───── Exercise data ─────

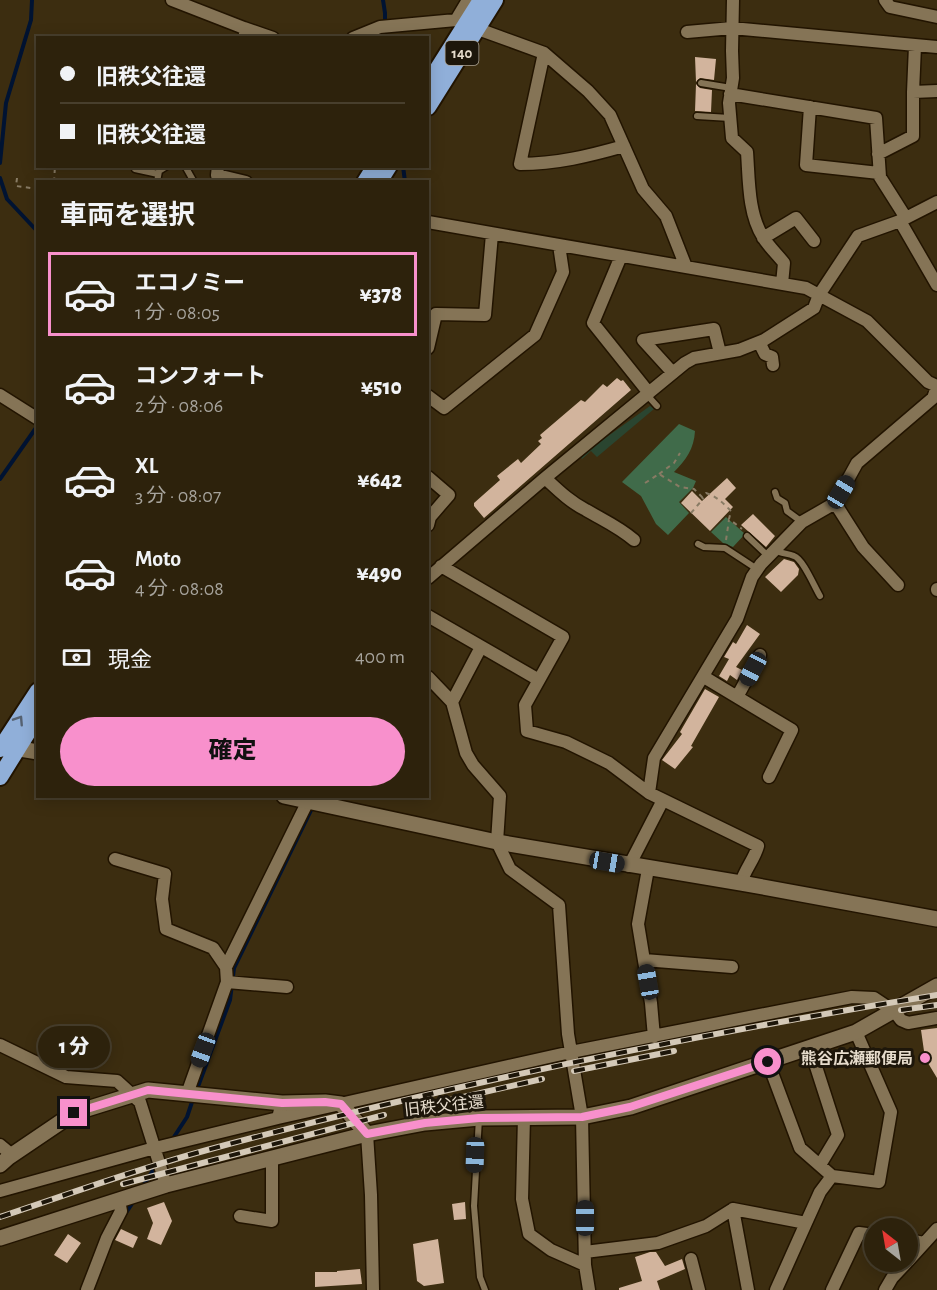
<!DOCTYPE html>
<html lang="ja">
<meta charset="utf-8">
<style>
:root{--surface:#2d220c;--page:#392f1a;--text:#f1f3f6;--muted:#a7a49d;--line:#483f2d;--accent:#f890cc}
body{margin:0;font-family:"Alegreya Sans","Noto Sans JP",sans-serif;background:var(--page);color:var(--text);height:100vh;display:flex;flex-direction:column;font-size:22px;white-space:nowrap}
*{box-sizing:border-box;margin:0}
p{font-size:20px;color:var(--muted)}
.icon{flex:none;width:33px;height:33px;fill:none;stroke:currentColor;stroke-width:2;stroke-linecap:round;stroke-linejoin:round}
.map{position:relative;flex:1;overflow:hidden}
.drawer{position:absolute;left:36px;top:180px;width:393px;height:618px;display:flex;flex-direction:column;background:var(--surface);border-radius:0px;box-shadow:0 3px 15px #0003,0 0 0 2px var(--line)}
.drawer>*{flex:none}
.guide{position:absolute;left:36px;top:36px;width:393px;height:132px;border-radius:0px;box-shadow:0 3px 15px #0003,0 0 0 2px var(--line);display:grid;align-content:center;height:132px;padding:0 24px;background:var(--surface)}
.needle{width:39px;rotate:329deg}
.tools{position:absolute;left:864px;top:1218px;display:grid;gap:12px}
.tools a{display:grid;place-items:center;width:54px;height:54px;border-radius:50%;background:var(--surface);box-shadow:0 3px 15px #0003,0 0 0 2px var(--line);font-size:30px}
.end{position:absolute;width:27px;height:27px;margin:-14px;border:8px solid #f890cc;background:#111;box-shadow:0 0 0 3px #111}
.from{border-radius:50%}
.bubble{position:absolute;height:42px;border-radius:21px;background:var(--surface);box-shadow:0 3px 15px #0003,0 0 0 2px var(--line);font-size:20px;font-weight:800;line-height:42px;text-align:center}
.car{position:absolute;width:18px;height:36px;margin:-18px -9px;border-radius:8px;box-shadow:0 0 4px 2px #0007;background:linear-gradient(#222 24%,#8ab4d8 0 40%,#222 0 76%,#8ab4d8 0 86%,#222 0)}
.guide b{display:flex;align-items:center;gap:21px;height:57px;font-size:22px}
.guide b+b{border-top:2px solid var(--line)}
.guide i{width:15px;height:15px;background:var(--text)}
ul{padding:0;list-style:none}
li{display:flex;align-items:center;gap:18px;height:84px;margin:0 12px 9px;padding:0 12px;border:3px solid transparent;border-radius:0px}
li div{flex:1}
li b{display:block;font-size:22px}
li em{font-style:normal;font-weight:800}
li.active{border-color:var(--accent)}
li>.icon{width:54px;height:54px;stroke-width:1.5}
h2{padding:0 24px;font-size:27px;line-height:72px}
.pay{display:flex;align-items:center;gap:15px;height:66px;padding:0 24px;font-size:22px}
.pay p{margin-inline-start:auto}
.primary-button{display:flex;gap:12px;margin-top:auto;padding:12px 24px}
.primary-button a{flex:1;height:69px;border-radius:36px;background:var(--accent);color:#111;font-size:24px;font-weight:800;line-height:69px;text-align:center}
.map>svg:first-child{display:block}
.green{fill:#2a4530}
.forest{fill:#406b4a}
.lines{fill:none;stroke-linecap:round;stroke-linejoin:round}
.stream{stroke:#001332;stroke-width:4}
.building{fill:#d2b49d}
.service-casing{stroke:#221400;stroke-width:9}
.minor-casing{stroke:#221400;stroke-width:15}
.tertiary-casing{stroke:#221400;stroke-width:18}
.trunk-casing{stroke:#221400;stroke-width:20}
.path{stroke:#887b64;stroke-width:2;stroke-dasharray:4.5 4.5;stroke-linecap:butt}
.service{stroke:#857456;stroke-width:6}
.minor{stroke:#857456;stroke-width:12}
.tertiary{stroke:#857456;stroke-width:15}
.trunk{stroke:#90afd9;stroke-width:16}
.rail-casing{stroke:#d4c9b8;stroke-width:6}
.rail{stroke:#1d160a;stroke-width:4;stroke-dasharray:11;stroke-linecap:butt}
.oneway{stroke:#566272}
.route{stroke:#f890cc;stroke-width:8}
.poi-dot{fill:#f890cc;stroke:#1d160a;stroke-width:2}
.labels{text-anchor:middle;stroke-width:6;stroke-linejoin:round;paint-order:stroke}
.shield{fill:#1d160a;stroke:#aaa192;stroke-width:1.5}
.shield-label{font-size:15px;font-weight:bold;fill:#e6dccc}
.poi-label{font-size:16px;font-weight:bold;fill:#e6dccc;stroke:#1d160a;text-anchor:end}
.street-label{font-size:16px;fill:#e6dccc;stroke:#1d160a}
</style>
<div class="map">
<svg width="937" height="1290" viewBox="0 0 937 1290">
<rect width="100%" height="100%" fill="#3c2d10"/>
<!-- green -->
<path class="green" d="M650 406 654 409 597 457 591 451 582 459 580 456Z"/>
<!-- forest -->
<path class="forest" d="M679 424 695 431C694 449 686 460 674 472L696 481 693 488 679 502 689 513 668 535 656 524 641 496 622 482Z
M726 517 745 534 733 547 723 543 711 532Z"/>
<g class="lines">
<!-- stream -->
<path class="stream" d="M383 0 385 13V38
M0 163 6 103 31 20 32 0
M403 166 405 182
M0 178 7 199 38 232
M0 479 38 425
M196 1092 230 1000 234 968 313 806
M172 1140 187 1117 193 1099
M142 1188 157 1164
M124 1216 135 1199"/>
</g>
<!-- building -->
<path class="building" d="M695 57 716 59 714 80 700 78 696 82Z
M696 84 700 88 712 90 711 112 695 111Z
M617 378 621 381 623 380 631 390 484 518 474 506V503L500 480 497 476 518 459 521 463 541 444 538 441 542 438 540 435 581 400 585 402 603 384 607 387Z
M727 478 736 488 725 499 733 507 710 531 681 503 692 491 702 501Z
M753 514 775 536 766 547 741 525Z
M784 559 794 562 799 569 798 575 781 592 765 577Z
M747 625 760 634 736 667 742 670 737 680 730 675 727 681 719 676 729 659 724 657 733 642 736 644Z
M705 689 719 697 691 746 693 747 675 769 662 760 682 734 680 732Z
M937 1028V1078L925 1058 921 1030Z
M164 1202 172 1221 161 1245 147 1239 153 1223 147 1208Z
M465 1202 466 1219 454 1220 452 1204Z
M121 1229 138 1237 133 1248 115 1240Z
M68 1234 81 1243 67 1263 54 1255Z
M438 1239 444 1283 424 1286 417 1281 413 1244Z
M650 1252H656L665 1266 682 1259 685 1269 657 1281 660 1290H619V1288L642 1281 635 1257Z
M360 1269 362 1284 315 1287V1272H337V1271Z"/>
<g class="lines">
<!-- service casing -->
<g class="service-casing">
<path id="service" d="M701 83 731 88
M697 116 730 118
M185 166 194 182
M135 169 158 174
M157 182 159 171 167 166
M647 395 657 406
M775 492 777 498 785 503 787 511 802 522
M747 536 768 556
M698 544 704 547 725 548 757 569
M775 550C781 554 787 553 794 556 803 559 814 586 820 596
M479 1118 474 1206 480 1277 485 1290"/>
</g>
<!-- minor casing -->
<g class="minor-casing">
<path id="minor" d="M172 0 244 28 246 38
M733 0 732 51 733 78 729 103 732 138 747 152C749 179 748 214 763 237 768 246 777 254 784 263L782 284
M885 0 890 7 937 17
M461 23 456 20 468 0
M244 28 273 38
M478 29 544 53 588 91 610 115 643 189 666 216 686 267
M687 32 732 28 937 47
M353 38 380 27 456 20
M915 46 913 92 937 91
M544 53 520 164C556 164 589 156 624 146
M730 94 876 118 880 177 906 218
M810 107 806 165 879 173
M878 154 913 136V92
M218 166 217 175 246 182
M900 221 937 285
M428 222 806 288 867 321 928 382 937 386
M763 238 796 218 814 241
M621 256 593 323 649 393
M759 342 765 354 772 357 773 365
M428 348 436 314 485 315 492 234
M673 373 643 340 714 329 720 353
M0 395 38 419
M428 396 444 408 535 335 563 272 559 245
M428 477 449 495 430 517 428 525
M545 478C558 490 570 502 586 510 603 520 619 527 634 540
M835 503 863 547 898 585
M441 566 563 637 525 705 527 731 566 742 609 763 649 793
M428 578 545 478 685 363 694 358 739 350 764 340 814 308 819 295 858 236 900 221 937 202
M937 589V590
M428 616 539 680
M428 677 452 702 481 647
M704 677 792 730 769 777
M737 697 760 655
M452 702 466 753 473 765 500 796 497 842 510 869 559 905 568 1034 582 1117 585 1265 589 1290
M115 859 165 874 162 899 166 929 213 948 226 967
M629 866 663 800
M648 869 638 924 651 1003 654 1037
M741 883C745 869 754 860 758 846L649 793 654 758 737 619 752 577 761 564 802 522 835 503 857 463 933 398 937 387
M644 960 732 967
M227 982 287 987
M0 1045 66 1077 117 1081 140 1102 166 1185
M810 1048 838 1135 820 1165
M187 1094 227 982 226 967 308 801
M524 1117 522 1199 529 1234 551 1250 585 1265
M278 1118 571 1052 852 997 874 998 895 1012 901 1020 908 1023 937 1018
M367 1134 371 1195 373 1290
M0 1145 12 1155
M832 1176 879 1182 891 1112 856 1032
M0 1191 151 1149 278 1118 280 1110
M733 1209 748 1290
M240 1216 272 1221V1157
M908 1240 924 1243
M585 1252 658 1243 706 1226 733 1209 806 1223 820 1192 832 1176 800 1148 768 1062
M691 1259 699 1290
M908 1261 937 1229
M87 1290 107 1238 121 1211 119 1200
M776 1290 806 1223
M832 1290 859 1233 874 1235
M885 1290 892 1278 907 1262"/>
</g>
<!-- tertiary casing -->
<g class="tertiary-casing">
<path id="tertiary" d="M8 747 38 752
M284 796 497 842 741 883 937 919
M0 1165 9 1157 74 1113 148 1090 282 1103 325 1102 341 1104 367 1134
M0 1238 166 1185 367 1134 425 1123 479 1118 582 1117 631 1107 856 1032 937 986"/>
</g>
<!-- trunk casing -->
<g class="trunk-casing">
<path id="trunk" d="M428 84 481 0
M428 107 495 0
M365 182 375 166
M379 182 389 166
M0 749 38 691
M0 777 38 716"/>
</g>
<!-- path -->
<path class="path" d="M17 178 16 186 38 189
M54 182 55 166
M659 474 674 463 680 453
M645 483 659 474 680 487 694 489 702 497 706 493C716 496 723 503 731 511L729 519 742 529
M691 513 703 499 702 497
M726 540 729 520"/>
<!-- service -->
<use href="#service" class="service"/>
<!-- minor -->
<use href="#minor" class="minor"/>
<!-- tertiary -->
<use href="#tertiary" class="tertiary"/>
<!-- trunk -->
<use href="#trunk" class="trunk"/>
<!-- rail casing -->
<g class="rail-casing">
<path id="rail" d="M901 1010 937 1005
M574 1071 674 1051
M410 1109 542 1079
M123 1184 384 1115
M0 1217C69 1194 137 1169 207 1150 447 1085 692 1035 937 995"/>
</g>
<!-- rail -->
<use href="#rail" class="rail"/>
</g>
<!-- one-way arrows -->
<defs><path id="oneway-chevron" d="M-2-3.5L2.5 0L-2 3.5" fill="none" stroke-width="1.6" stroke-linecap="round" stroke-linejoin="round" transform="scale(1.5)"/></defs>
<use class="oneway" href="#oneway-chevron" transform="translate(19 720) rotate(-57)"/>
<g class="lines">
<!-- route -->
<path class="route" d="M74 1113 148 1090 282 1103 325 1102 341 1104 367 1134 425 1123 479 1118 582 1117 630 1107 768 1062"/>
</g>
<!-- markers -->
<circle class="poi-dot" cx="925" cy="1058" r="6"/>
<g class="labels">
<!-- shield labels -->
<rect class="shield" x="445.5" y="41" width="33" height="24" rx="4.5"/>
<g class="shield-label">
<text x="462" y="58">140</text>
</g>
<!-- poi labels -->
<g class="poi-label">
<text x="913" y="1064">熊谷広瀬郵便局</text>
</g>
<!-- street labels -->
<g class="street-label">
<text transform="translate(444 1105) rotate(-6)" y="6">旧秩父往還</text>
</g>
</g>
</svg>
<div class="tools">
<a><svg class="needle" viewBox="-14 -14 28 28"><path d="M0-13l5 13h-10z" fill="#e53935"/><path d="M0 13l5-13h-10z" fill="#a7a49d"/></svg></a>
</div>
<i class="end from" style="left:768px;top:1062px"></i>
<i class="end" style="left:74px;top:1113px"></i>
<div class="bubble" style="left:38px;top:1026px;width:72px">1 分</div>
<i class="car" style="left:841px;top:492px;rotate:31deg"></i>
<i class="car" style="left:753px;top:669px;rotate:208deg"></i>
<i class="car" style="left:607px;top:862px;rotate:100deg"></i>
<i class="car" style="left:648px;top:982px;rotate:350deg"></i>
<i class="car" style="left:203px;top:1050px;rotate:200deg"></i>
<i class="car" style="left:475px;top:1155px;rotate:182deg"></i>
<i class="car" style="left:585px;top:1218px;rotate:0deg"></i>
<div class="guide">
<b><i class="from"></i>旧秩父往還</b>
<b><i></i>旧秩父往還</b>
</div>
<section class="drawer">
<h2>車両を選択</h2>
<ul>
<li class="active"><svg class="icon" aria-label="car" viewBox="0 0 24 24"><path d="M5 17H2v-5l4-1 3-4h7l3 4 3 1v5h-3M9 17h6M6 11h13"/><circle cx="7" cy="17" r="2"/><circle cx="17" cy="17" r="2"/></svg><div><b>エコノミー</b><p>1 分 · 08:05</p></div><em>¥378</em></li>
<li><svg class="icon" aria-label="car" viewBox="0 0 24 24"><path d="M5 17H2v-5l4-1 3-4h7l3 4 3 1v5h-3M9 17h6M6 11h13"/><circle cx="7" cy="17" r="2"/><circle cx="17" cy="17" r="2"/></svg><div><b>コンフォート</b><p>2 分 · 08:06</p></div><em>¥510</em></li>
<li><svg class="icon" aria-label="car" viewBox="0 0 24 24"><path d="M5 17H2v-5l4-1 3-4h7l3 4 3 1v5h-3M9 17h6M6 11h13"/><circle cx="7" cy="17" r="2"/><circle cx="17" cy="17" r="2"/></svg><div><b>XL</b><p>3 分 · 08:07</p></div><em>¥642</em></li>
<li><svg class="icon" aria-label="car" viewBox="0 0 24 24"><path d="M5 17H2v-5l4-1 3-4h7l3 4 3 1v5h-3M9 17h6M6 11h13"/><circle cx="7" cy="17" r="2"/><circle cx="17" cy="17" r="2"/></svg><div><b>Moto</b><p>4 分 · 08:08</p></div><em>¥490</em></li>
</ul>
<div class="pay"><svg class="icon" aria-label="cash" viewBox="0 0 24 24"><path d="M3 7h18v10H3z"/><circle cx="12" cy="12" r="2"/></svg>現金<p>400 m</p></div>
<div class="primary-button"><a>確定</a></div>
</section>
</div>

─────

**What you are asked to do:** Where the word "none" appears in a line of the entries, copy that line.

**Output for this exercise:**
.icon{flex:none;width:33px;height:33px;fill:none;stroke:currentColor;stroke-width:2;stroke-linecap:round;stroke-linejoin:round}
.drawer>*{flex:none}
ul{padding:0;list-style:none}
.lines{fill:none;stroke-linecap:round;stroke-linejoin:round}
<defs><path id="oneway-chevron" d="M-2-3.5L2.5 0L-2 3.5" fill="none" stroke-width="1.6" stroke-linecap="round" stroke-linejoin="round" transform="scale(1.5)"/></defs>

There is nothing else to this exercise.